After Ron Castan AM QC died aged 59 on 22 October 1999, Aboriginal and Torres Strait Islander MP, Democrat senator Aden Ridgeway, eulogised him as “the great white warrior against racism”. Castan’s post-Holocaust vigilance against the resurgence of antisemitism certainly contributed to his ferocious battle during the 1980s to expose the doctrine of ‘terra nullius’ as not only a legal fiction, but also an “obnoxious racism”.
Castan devoted his life to securing justice for Aboriginal and Torres Strait Islander claimants and was the lead counsel in the landmark Mabo case for native title. He also helped to conceive and draft the Wik people’s case that native title can coexist with pastoral leases in Australia. In these two undertakings, said Justice of the High Court of Australia Michael Kirby, Ron Castan reconfigured the 150-year legal relationship between Australia and its Aboriginal and Torres Strait Islander people.

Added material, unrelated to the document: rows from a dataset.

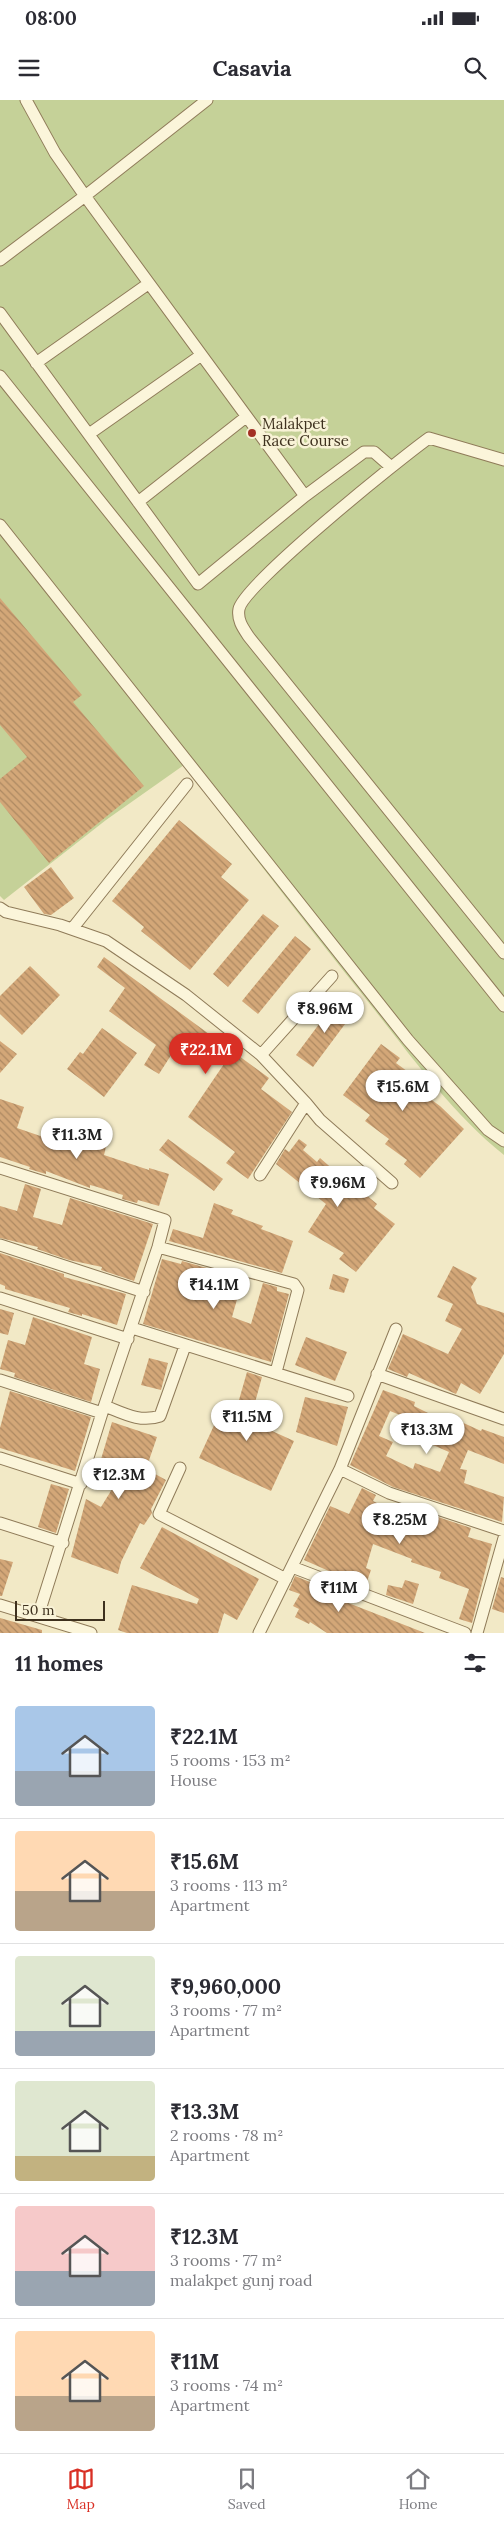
<!DOCTYPE html>
<html lang="en">
<head>
<meta charset="utf-8">
<style>
	body { margin:0; font-family:Lora,serif; background:#f2f2f3; color:#2b2b33; height:100vh; display:flex; flex-direction:column; font-size:19px; white-space:nowrap }
	* { box-sizing:border-box; margin:0 }
	p { font-size:16px; color:#7c7c81 }
	.icon { flex:none; width:28px; height:28px; fill:none; stroke:currentColor; stroke-width:2; stroke-linecap:round; stroke-linejoin:round }
	.map { position:relative; height:1533px; overflow:hidden }
	.drawer { display:flex; flex-direction:column; background:#fff; flex:1 }
	.drawer>* { flex:none }
	.scale { position:absolute; left:15px; bottom:12px; width:90px; box-sizing:border-box; padding-left:5px; border:2px solid #3e311e; border-top:0; font-size:14px; line-height:18px; white-space:nowrap; color:#3e311e; -webkit-text-stroke:4px #f8f2d6; paint-order:stroke }
	.price { position:absolute; translate:-50% -42px; padding:0 11px; border-radius:18px; background:#fff; color:#222; font-size:16px; line-height:32px; filter:drop-shadow(0 1px 2px #0008) }
	.price::after { content:''; position:absolute; left:50%; top:30px; width:15px; height:11px; margin-left:-8px; background:inherit; clip-path:polygon(0 0,100% 0,50% 100%) }
	.price.on { background:#d93025; color:#fff }
	ul { padding:0; list-style:none }
	li { display:flex; align-items:center; gap:15px; height:125px; padding:0 15px }
	li+li { border-top:1px solid #e1e1e2 }
	li span { display:grid; place-items:center; flex:none; width:140px; height:100px; border-radius:5px; color:#555 }
	li>.icon { margin-inline-start:auto }
	span .icon { width:60px; height:60px; fill:#fffc; stroke-width:1 }
	li b { font-size:21px }
	h2 { display:flex; justify-content:space-between; align-items:center; height:60px; padding:0 15px; font-size:21px }
	.status { display:flex; justify-content:space-between; align-items:center; height:35px; padding:0 25px; background:#fff; direction:ltr }
	.status svg { height:14px; fill:currentColor }
	header { display:flex; justify-content:space-between; align-items:center; height:65px; padding:0 15px; background:#fff; font-size:22px; font-weight:700 }
	.tab-bar { display:flex; justify-content:space-around; align-items:center; height:70px; border-top:1px solid #e1e1e2; background:#fff; font-size:14px; color:#7c7c81 }
	.tab-bar a { display:grid; justify-items:center; gap:2px }
	.tab-bar .on { color:#d93025 }
	.map>svg:first-child { display:block }
	.pitch { fill:#c5d198 }
	.building { fill:url(#building-back-hatch); fill-rule:evenodd }
	.lines { fill:none; stroke-linecap:round; stroke-linejoin:round }
	.minor-casing { stroke:#8f7b59; stroke-width:13 }
	.minor { stroke:#fbf5da; stroke-width:11 }
	.poi-dot { fill:#a33024; stroke:#f8f2d6; stroke-width:2 }
	.labels { text-anchor:middle; stroke-width:5; stroke-linejoin:round; paint-order:stroke }
	.poi-label { font-size:15px; fill:#3e311e; stroke:#f8f2d6; text-anchor:start }
</style>
</head>
<body>
<div class="status"><b>08:00</b><svg viewBox="0 0 49 12"><path d="M0 12V9h3v3zM5 12V6h3v6zM10 12V3h3v9zM15 12V0h3v12zM26 1h20v11H26zM47 4h2v5h-2z"/></svg></div>
<header><svg class="icon" aria-label="menu" viewBox="0 0 24 24"><path d="M4 6h16M4 12h16M4 18h16"/></svg>Casavia<svg class="icon" aria-label="search" viewBox="0 0 24 24"><circle cx="10" cy="10" r="6"/><path d="M15 15l6 6"/></svg></header>
<div class="map">
<svg width="504" height="1533" viewBox="0 0 504 1533">
	<defs>
		<pattern id="building-back-hatch" width="6" height="6" patternUnits="userSpaceOnUse" patternTransform="scale(1.25)"><rect width="6" height="6" fill="#d3a778"/><path d="M-1 5l2 2M0 0l6 6M5-1l2 2" fill="none" stroke="#ad8962"/></pattern>
	</defs>
	<rect width="100%" height="100%" fill="#f2e9c6"/>
	<!-- pitch -->
	<path class="pitch" d="M0 0H504V1055C453 1014 414 960 373 908 309 828 246 747 184 665L106 720 4 800 0 796Z"/>
	<!-- building -->
	<path class="building" d="M0 498 82 595 73 602 144 686 49 763 0 702V679L27 657 0 625Z
		M179 720 232 764 221 777 249 800 190 870 141 831 144 827 112 801Z
		M51 767 74 798 51 815 44 814 24 787Z
		M263 814 279 826 228 887 213 874Z
		M295 836 311 849 258 914 242 901Z
		M104 857 269 978 261 989 292 1012 248 1079 226 1063 235 1052 188 1017 224 964 184 935 159 974 144 965 156 945 109 911 125 888 97 867Z
		M30 866 60 895 22 935 0 914V896Z
		M337 900 354 912 313 967 296 955Z
		M102 928 137 953 104 997 67 969 80 952 83 954Z
		M0 941 17 954 0 973Z
		M381 944 400 958 396 963 419 980 414 987 440 1006 464 1029 420 1078 404 1064 407 1060 385 1044 389 1039 365 1021 370 1015 343 995Z
		M0 999 24 1007 17 1028 55 1041 60 1025 107 1043 104 1055 149 1070V1068L169 1074 159 1106 138 1100 137 1103 122 1099 123 1095 94 1086 90 1085V1088L46 1071V1074L29 1069 30 1067 0 1057Z
		M168 1039 223 1079 214 1091 159 1050Z
		M299 1039 307 1045 303 1050 317 1062 320 1058 343 1078 340 1081 355 1094 359 1089 377 1104 374 1108 395 1124 356 1172 339 1159 344 1153 308 1132 326 1104 276 1064 285 1049 289 1052Z
		M25 1084 41 1089 33 1117 62 1125 70 1098 153 1124 134 1181 101 1170 102 1167 69 1160 37 1149 38 1147 0 1138V1106L17 1111Z
		M214 1103 233 1110 231 1114 263 1126 261 1129 293 1141 282 1173 169 1141 173 1129 203 1138Z
		M0 1153 64 1174V1177L126 1194 117 1225 82 1214V1216L68 1212 70 1208 5 1189V1186L0 1184Z
		M162 1159 181 1164 182 1161 228 1174 226 1178 242 1182 232 1217 251 1224 263 1183 277 1187V1191L289 1194 271 1262 143 1224Z
		M453 1166 477 1178 471 1187 477 1204 504 1213V1254L480 1294 461 1283 456 1294 409 1273 407 1277 388 1269 403 1234 448 1254 462 1229 445 1221 453 1204 437 1197Z
		M333 1174 349 1179 344 1193 329 1189Z
		M0 1209 14 1213 8 1235 0 1233Z
		M33 1217 92 1237 84 1264 100 1269 91 1302 14 1277 15 1273 0 1269 8 1240 25 1245Z
		M306 1237 347 1252 335 1281 295 1265Z
		M149 1258 168 1263 161 1290 141 1285Z
		M247 1272 262 1277 250 1321 294 1341 271 1391 199 1358 222 1308 235 1314Z
		M383 1290 415 1302 414 1306 442 1320 444 1314 481 1331 482 1329 504 1337V1364L468 1350 460 1369 467 1370 464 1383 504 1397 502 1422 393 1387 350 1365ZM390 1311 410 1319 403 1332 449 1352 440 1372 415 1363 413 1369 386 1356 393 1342 379 1336Z
		M10 1291 91 1317 75 1371 0 1348V1328Z
		M305 1297 348 1307 337 1346 296 1332Z
		M112 1322 157 1337 146 1369 166 1380 151 1409 152 1413 144 1425 140 1423 121 1462 118 1474 71 1457 86 1399 101 1407 122 1373 99 1366Z
		M51 1384 69 1389 56 1433 38 1427Z
		M362 1388 376 1395 373 1401 393 1411 396 1403 471 1428 468 1437 492 1444 472 1523 459 1519 469 1489 439 1478 441 1472 411 1462 412 1459 373 1444 366 1468 371 1470 365 1487 304 1460 330 1406 349 1414Z
		M162 1427 259 1479 237 1520 224 1513 218 1533H127L118 1530 132 1485 197 1504 199 1499 140 1468Z
		M0 1459 13 1462 2 1496H0Z
		M295 1476 335 1492 333 1497 425 1533H327L310 1522 309 1524 295 1517 299 1509 293 1506 300 1494 289 1490Z
		M501 1477 504 1478V1513L492 1509Z
		M405 1480 419 1484 413 1504 386 1495 388 1485 402 1488Z
		M0 1518 42 1530V1533H0Z"/>
	<g class="lines">
		<defs>
			<path id="minor" d="M26 0 55 53 85 96 207 0
				M0 160 85 96 305 396 198 484 0 213
				M36 263 148 184
				M0 276 504 906
				M89 334 200 256
				M504 360 429 338C401 358 243 485 239 509 237 520 243 528 249 537L504 853
				M305 396 364 352H374L390 366
				M138 402 246 317
				M0 425 408 940 488 1030 504 1041
				M0 808 6 812 60 825 106 841 186 895 261 955 332 876
				M72 829 187 684
				M306 1003 320 1020 392 1083
				M0 1068 165 1120 158 1147 102 1313 38 1516
				M260 1075 306 1003 261 955
				M0 1145 144 1192
				M158 1147 294 1184 298 1190 276 1272
				M0 1198 128 1239
				M132 1228 348 1296
				M377 1274 504 1319
				M0 1280 102 1313
				M105 1306C123 1313 140 1323 160 1316L185 1246
				M0 1358 81 1384
				M180 1368 159 1414 286 1479
				M340 1369 389 1393 504 1431
				M0 1423 63 1443
				M292 1467 465 1533
				M0 1505 91 1533
				M259 1533 340 1369 396 1229
				M477 1533 504 1438"/>
		</defs>
		<!-- minor casing -->
		<use href="#minor" class="minor-casing"/>
		<!-- minor -->
		<use href="#minor" class="minor"/>
	</g>
	<!-- markers -->
	<circle class="poi-dot" cx="252" cy="333" r="5"/>
	<g class="labels">
		<!-- poi labels -->
		<g class="poi-label">
			<text x="262" y="329">Malakpet<tspan x="262" dy="17">Race Course</tspan></text>
		</g>
	</g>
</svg>
<div class="scale">50 m</div>
<b class="price" style="left:325px;top:934px">₹8.96M</b>
<b class="price on" style="left:206px;top:975px">₹22.1M</b>
<b class="price" style="left:403px;top:1012px">₹15.6M</b>
<b class="price" style="left:77px;top:1060px">₹11.3M</b>
<b class="price" style="left:338px;top:1108px">₹9.96M</b>
<b class="price" style="left:214px;top:1210px">₹14.1M</b>
<b class="price" style="left:247px;top:1342px">₹11.5M</b>
<b class="price" style="left:427px;top:1355px">₹13.3M</b>
<b class="price" style="left:119px;top:1400px">₹12.3M</b>
<b class="price" style="left:400px;top:1445px">₹8.25M</b>
<b class="price" style="left:339px;top:1513px">₹11M</b>
</div>
<section class="drawer">
<h2>11 homes<svg class="icon" aria-label="filters" viewBox="0 0 24 24"><path d="M4 7h16M4 17h16"/><circle cx="9" cy="7" r="2"/><circle cx="15" cy="17" r="2"/></svg></h2>
<ul>
<li><span style="background:linear-gradient(#a9c7e8 65%,#9aa5b1 0)"><svg class="icon" aria-label="home" viewBox="0 0 24 24"><path d="M3 11l9-7 9 7M6 9v11h12V9"/></svg></span><div><b>₹22.1M</b><p>5 rooms · 153 m²</p><p>House</p></div></li>
<li><span style="background:linear-gradient(#ffd9b3 60%,#b9a48a 0)"><svg class="icon" aria-label="home" viewBox="0 0 24 24"><path d="M3 11l9-7 9 7M6 9v11h12V9"/></svg></span><div><b>₹15.6M</b><p>3 rooms · 113 m²</p><p>Apartment</p></div></li>
<li><span style="background:linear-gradient(#dfe7d0 75%,#9aa5b1 0)"><svg class="icon" aria-label="home" viewBox="0 0 24 24"><path d="M3 11l9-7 9 7M6 9v11h12V9"/></svg></span><div><b>₹9,960,000</b><p>3 rooms · 77 m²</p><p>Apartment</p></div></li>
<li><span style="background:linear-gradient(#dfe7d0 75%,#c2b280 0)"><svg class="icon" aria-label="home" viewBox="0 0 24 24"><path d="M3 11l9-7 9 7M6 9v11h12V9"/></svg></span><div><b>₹13.3M</b><p>2 rooms · 78 m²</p><p>Apartment</p></div></li>
<li><span style="background:linear-gradient(#f6c9c9 65%,#9aa5b1 0)"><svg class="icon" aria-label="home" viewBox="0 0 24 24"><path d="M3 11l9-7 9 7M6 9v11h12V9"/></svg></span><div><b>₹12.3M</b><p>3 rooms · 77 m²</p><p>malakpet gunj road</p></div></li>
<li><span style="background:linear-gradient(#ffd9b3 65%,#b9a48a 0)"><svg class="icon" aria-label="home" viewBox="0 0 24 24"><path d="M3 11l9-7 9 7M6 9v11h12V9"/></svg></span><div><b>₹11M</b><p>3 rooms · 74 m²</p><p>Apartment</p></div></li>
</ul>
</section>
<nav class="tab-bar">
<a class="on"><svg class="icon" aria-label="map" viewBox="0 0 24 24"><path d="M3 6l6-2 6 2 6-2v14l-6 2-6-2-6 2zM9 4v14M15 6v14"/></svg>Map</a>
<a><svg class="icon" aria-label="saved" viewBox="0 0 24 24"><path d="M7 4h10v16l-5-4-5 4z"/></svg>Saved</a>
<a><svg class="icon" aria-label="home" viewBox="0 0 24 24"><path d="M3 11l9-7 9 7M6 9v11h12V9"/></svg>Home</a>
</nav>
</body>
</html>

In 1985 Castan, along with Uncle Jim Berg, and Ron Merkel, had sued the University of Melbourne and the Museum of Victoria for the return of their collections of Aboriginal and Torres Strait Islander cultural material, and through this act created the Koorie Heritage Trust. Castan was a founder of the Victorian Aboriginal Legal Service and played a leading role in the legislative discussions on Australian Native Title law throughout the 1990s.